▶ ASSIGNMENT:
Each line of the records below needs repeating exactly. Skip the pictures.

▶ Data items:

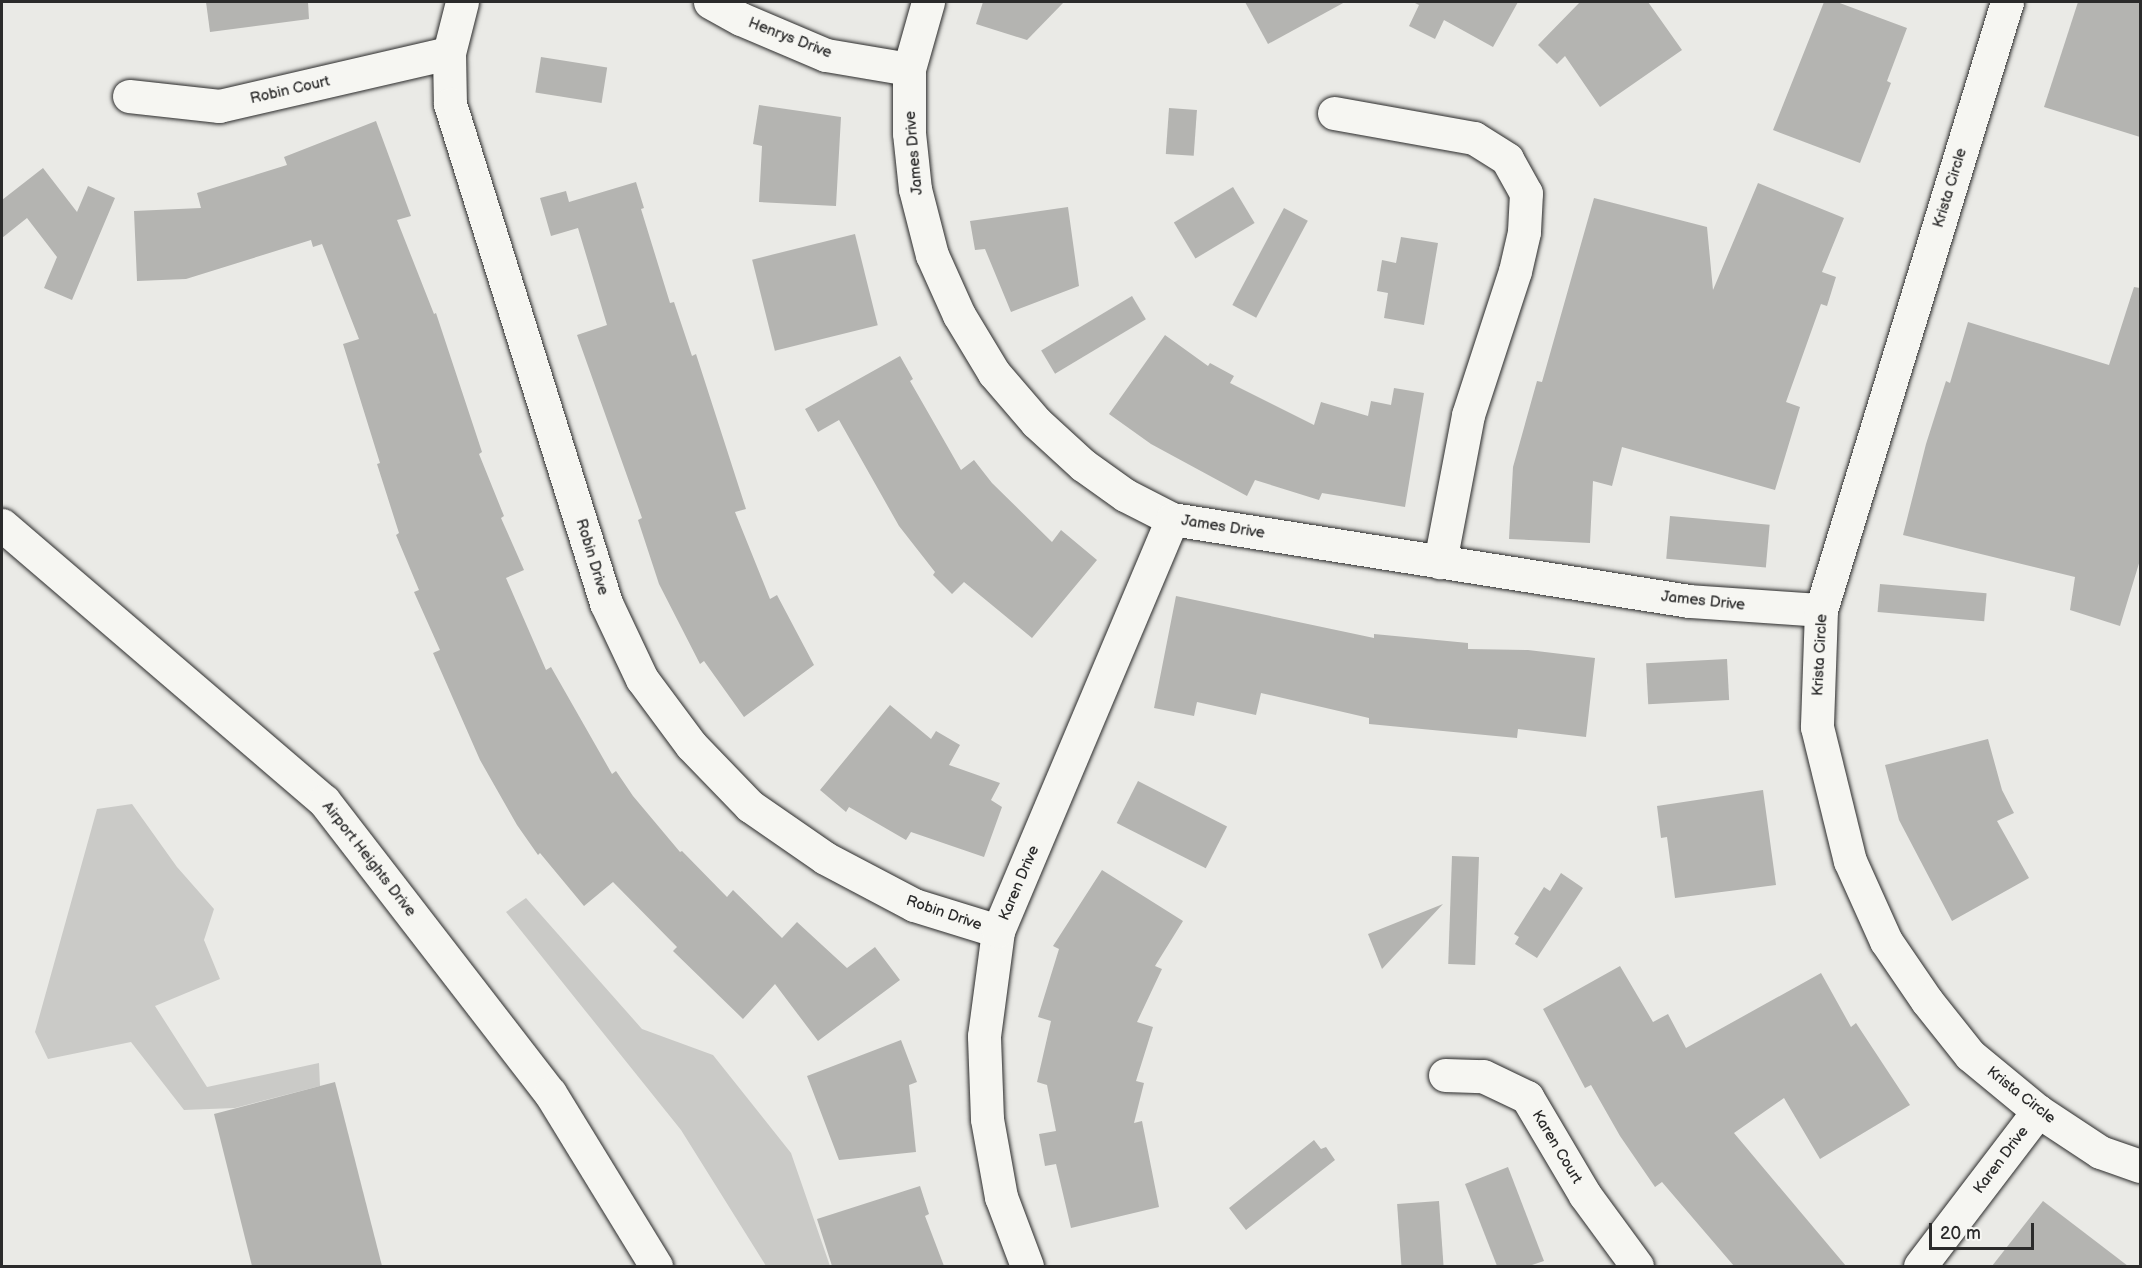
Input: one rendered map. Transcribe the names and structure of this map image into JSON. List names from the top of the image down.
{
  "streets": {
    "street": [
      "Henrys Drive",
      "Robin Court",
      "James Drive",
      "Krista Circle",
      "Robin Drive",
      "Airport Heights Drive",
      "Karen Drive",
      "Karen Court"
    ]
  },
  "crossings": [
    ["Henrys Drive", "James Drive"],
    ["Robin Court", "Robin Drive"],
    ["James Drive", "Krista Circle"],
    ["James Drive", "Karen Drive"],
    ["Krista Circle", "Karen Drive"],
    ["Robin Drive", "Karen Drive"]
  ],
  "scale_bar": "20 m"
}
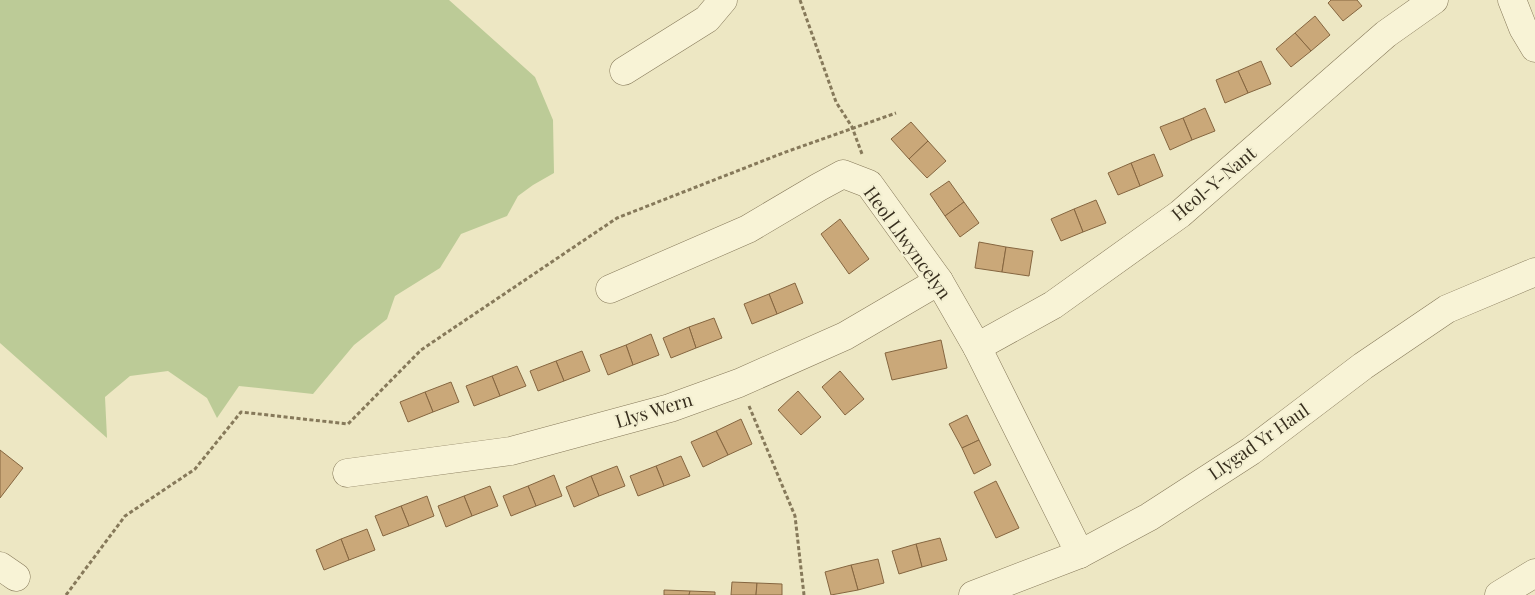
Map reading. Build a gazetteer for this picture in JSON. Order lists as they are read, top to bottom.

▶ PROBLEM SOLUTION:
Input: one rendered map. Transcribe the names and structure of this map image into JSON. List names from the top of the image down.
{
  "streets": {
    "street": [
      "Henrys Drive",
      "Robin Court",
      "James Drive",
      "Krista Circle",
      "Robin Drive",
      "Airport Heights Drive",
      "Karen Drive",
      "Karen Court"
    ]
  },
  "crossings": [
    ["Henrys Drive", "James Drive"],
    ["Robin Court", "Robin Drive"],
    ["James Drive", "Krista Circle"],
    ["James Drive", "Karen Drive"],
    ["Krista Circle", "Karen Drive"],
    ["Robin Drive", "Karen Drive"]
  ],
  "scale_bar": "20 m"
}
Map reading. Build a gazetteer for this picture in JSON. Order lists as they are read, top to bottom.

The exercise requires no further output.